After that, the security forces lifted the yellow tape and allowed the public to access the site. Everyone was in disbelief. Many were visibly angry; some whispered prayers as they paced by the rubble.

Suddenly, a large crowd rushed to the wreckage of a once-bustling business center adjacent to the Ministry of Education, which was the original target of the bombings. From the rubble, they pulled out a body. Sadly, more deaths were to come, as many succumbed to the severe wounds they sustained from the bombings. This was not a movie. This was Mogadishu.

In all, more than 100 were killed and more than twice that number wounded in the explosions, according to the Somali government. Al-Shabab took credit for the attack but claimed the second explosive-laden vehicle that was intended to level the Ministry of Education sustained gunfire from government forces, which led to its premature detonation.

Whether or not this was true, the public backlash was simmering. In the eyes of many, nothing could justify this deranged level of violence against fellow compatriots. From Somalis both at home and in the diaspora, condemnation mounted.

As in most war zones, the level of violence perpetrated by the opposing sides in the Somali conflict has affected civilians more than the warring parties themselves. 

Al-Shabab claim to be fighting to liberate Somalia from an international coalition of foreign troops, whom they deem “crusaders” opposed to the implementation of Sharia (Islamic law) nationwide. Yet most of the violent tactics they employ often kill or maim the same people for whom they claim to be fighting.

The Somali government, on the other hand, exists only on paper and, in essence, can be seen as a mere extension of America’s war on terror. The government’s willingness to collaborate with external actors only further empowers al-Shabab, encouraging more young men in the bush to take up arms.

The end result has ordinary Somalis caught in the middle. The rural and urban populations both suffer. 

A once-bustling street near Mogadishu’s Zoobe junction becomes unrecognizable following twin bombings on Oct. 29, 2022.
A once-bustling street near Mogadishu’s Zoobe junction becomes unrecognizable following twin bombings on Oct. 29, 2022. (Mohamed Gabobe)

Attacks such as these are orchestrated by the powerful and feared Amniyat (intelligence) wing of al-Shabab and often unfold in the heart of the city. The areas targeted are often government buildings, upscale hotels and seaside resorts. By such tactics, al-Shabab is able to kill two birds with one stone. 

First, they humiliate the government, by showing the Somali public and the world at large that it not only exists only in name but also that it cannot even secure the strongholds under its direct control.

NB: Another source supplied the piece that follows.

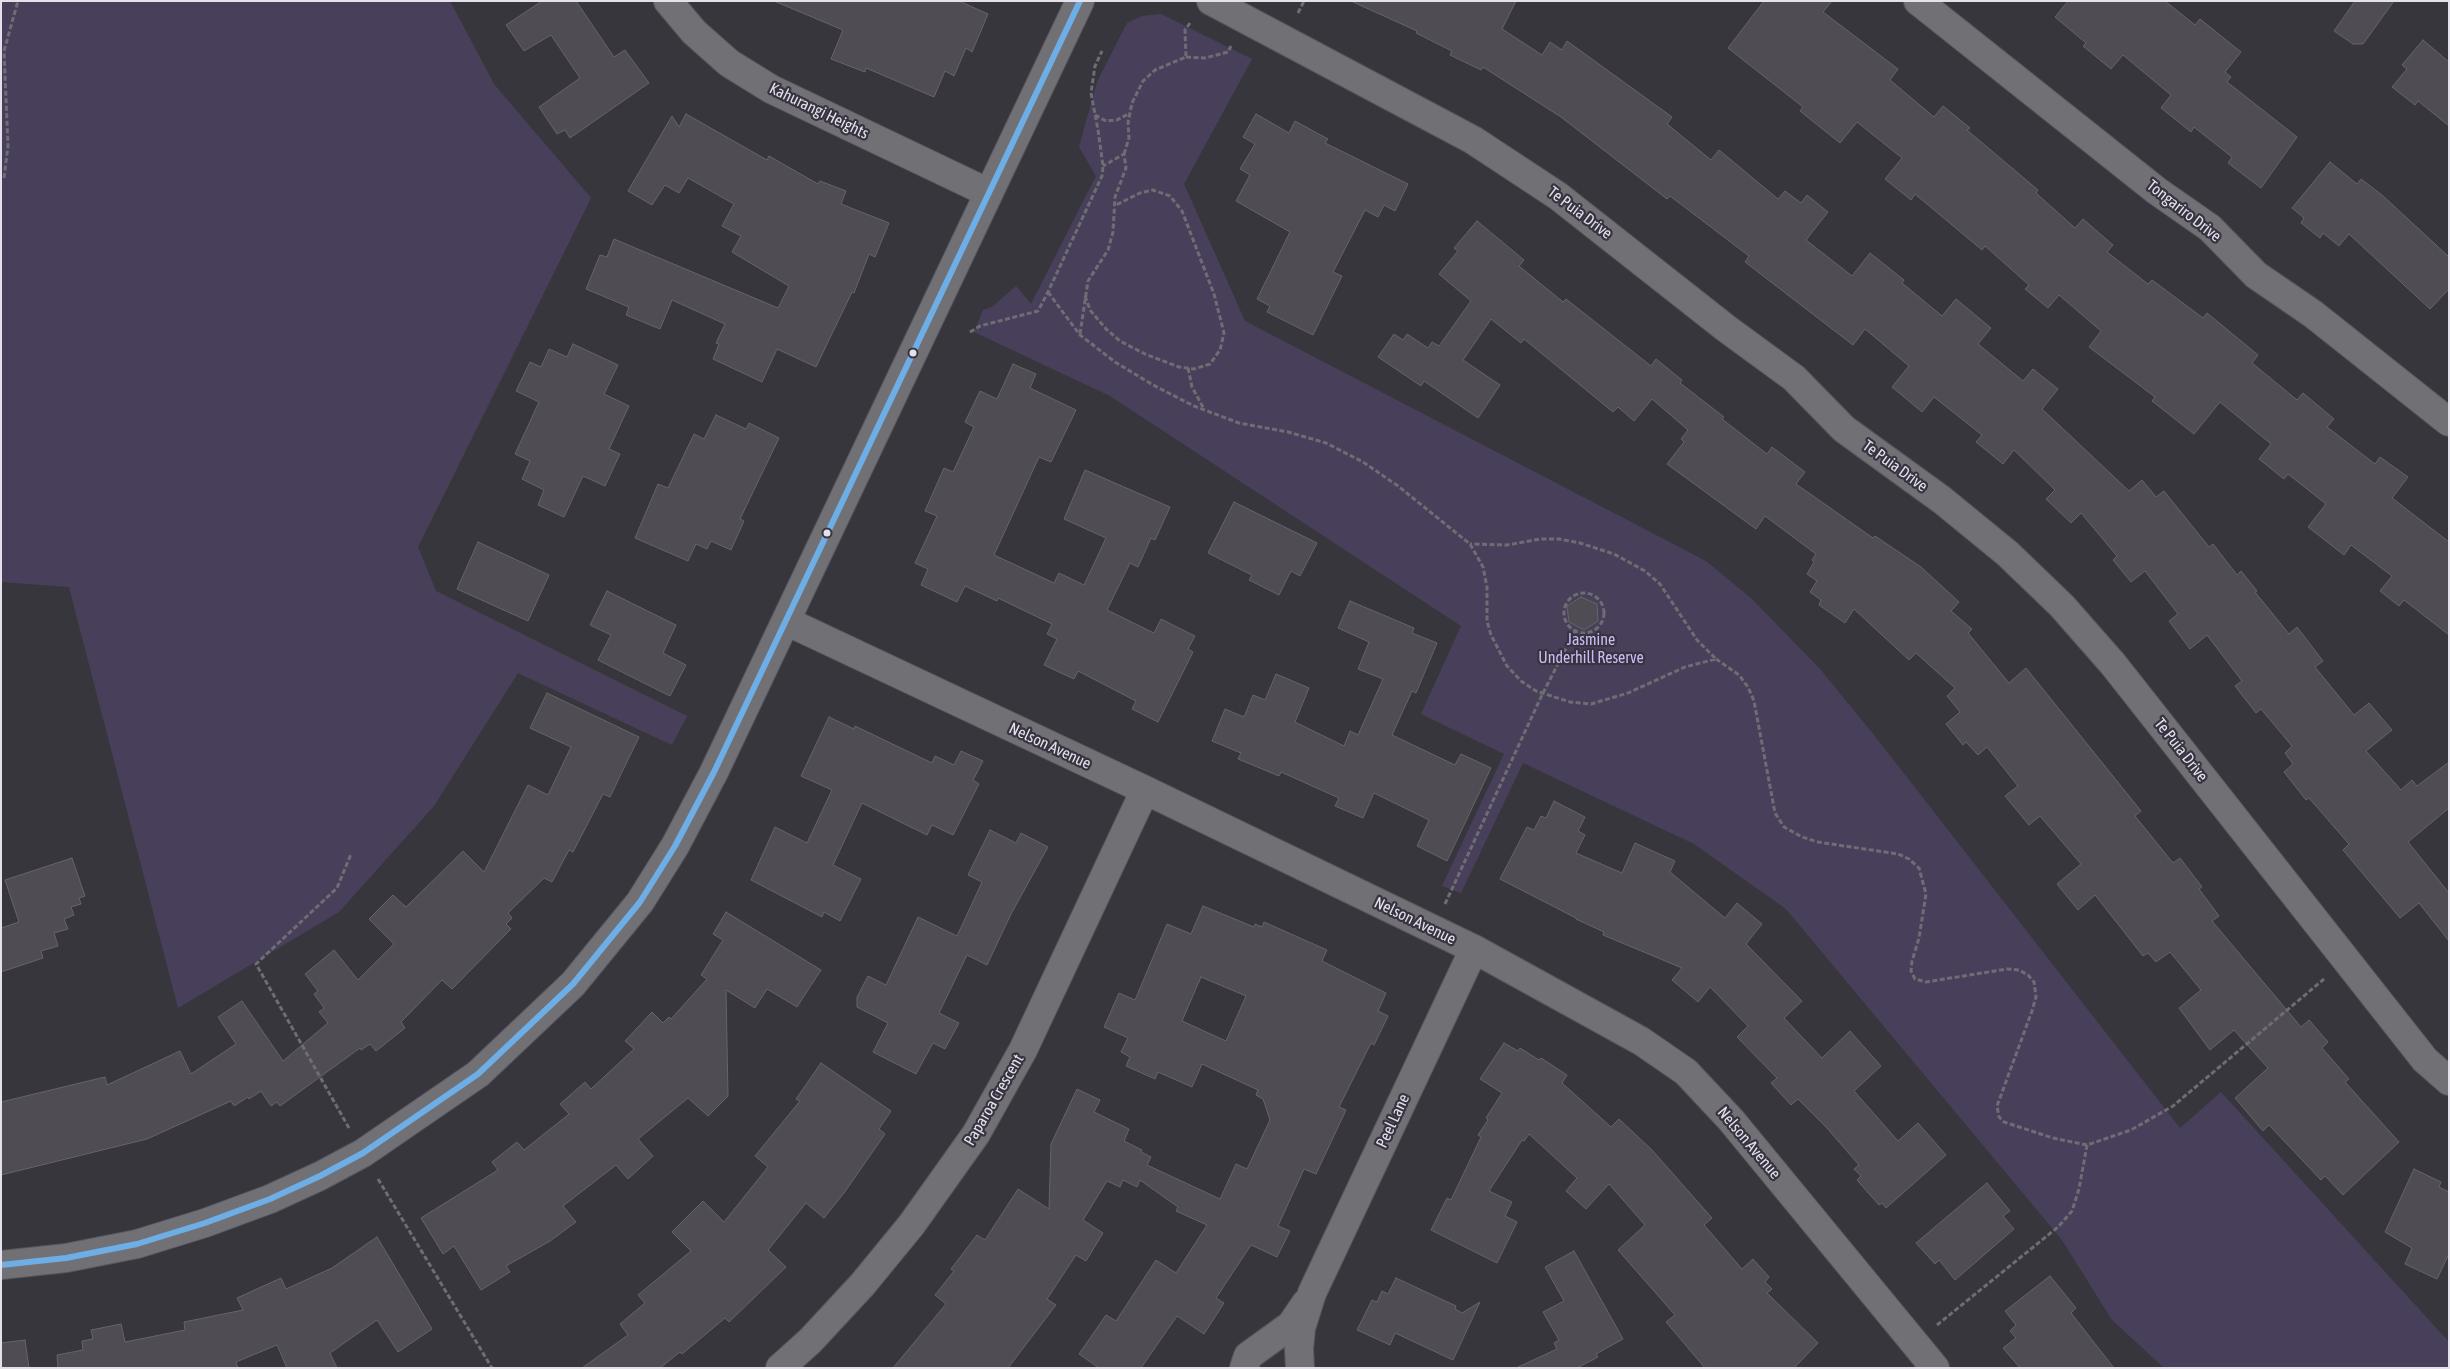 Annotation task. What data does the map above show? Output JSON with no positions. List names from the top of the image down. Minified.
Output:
{"streets":{"street":["Kahurangi Heights","Tongariro Drive","Te Puia Drive","Nelson Avenue","Paparoa Crescent","Peel Lane"]},"crossings":[["Nelson Avenue","Paparoa Crescent"],["Nelson Avenue","Peel Lane"]],"parks":["Jasmine Underhill Reserve"]}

Second, they strike fear into the public. Fear is at the heart of al-Shabab rule and is the reason the insurgent group wields so much power and influence, even in government-controlled territory. 

Al-Shabab operates a quasi-government in Somalia. It even runs a judicial system independent of the Somali government, based on Sharia, which can be found operating on the outskirts of Mogadishu itself. Furthermore, it taxes nearly every business in Mogadishu. As a result, it has built up a lucrative extortion racket under the guise of zakat (Islamic almsgiving), going as far as to collect taxes from the government-run seaport and businesses located next to the presidential palace.

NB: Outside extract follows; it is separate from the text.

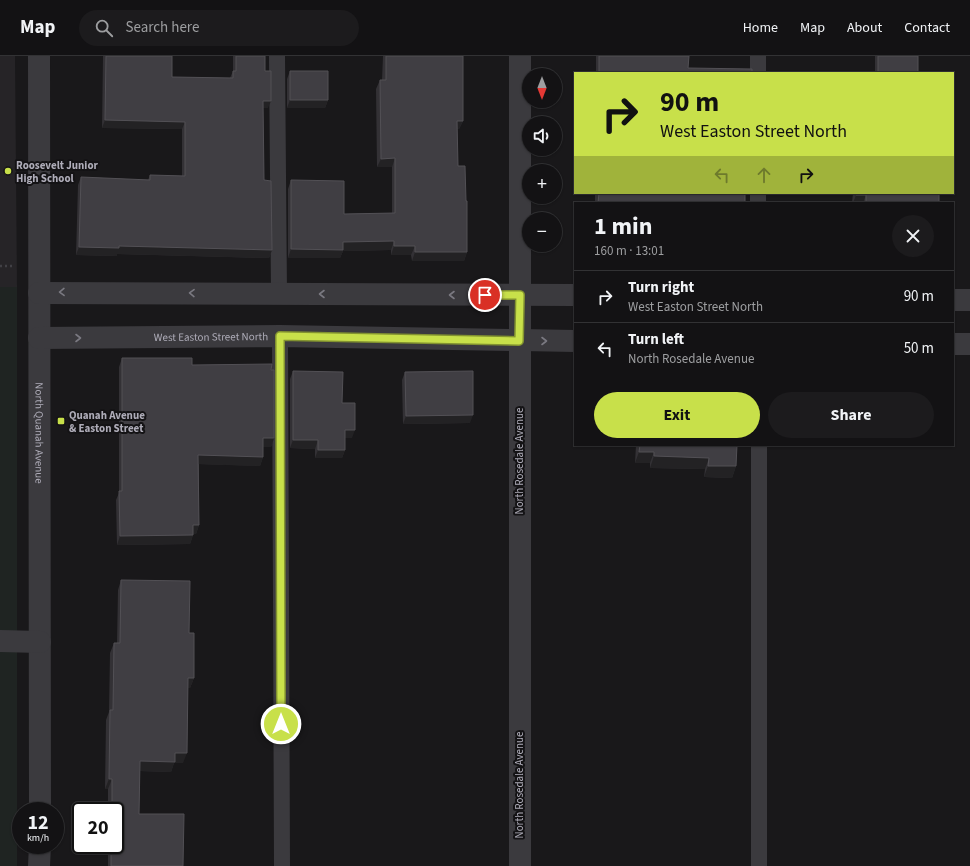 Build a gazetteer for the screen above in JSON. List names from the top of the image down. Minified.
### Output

Even by al-Shabab’s standards, the latest bombings represent an escalation, marking the most deadly attack in Somalia in five years, with the majority of the victims civilians. This is why Mahad Karate, the group’s deputy leader, offered condolences to the civilian victims killed in the attack in an audio statement released online.

The attacks were the deadliest since Oct. 14, 2017, when a truck bomb detonated at the very same location in Mogadishu, killing over 500 people. Neither al-Shabab nor anyone else claimed responsibility for that attack.

The Somali government does not appear to have a concrete plan to curb al-Shabab attacks, let alone secure the safety of their constituents in the only city in the country that is actually under their control. Meanwhile, ordinary Somalis will bear the brunt, as the dysfunctional and kleptocratic regime in Mogadishu fights a war it cannot win against a foe it cannot defeat.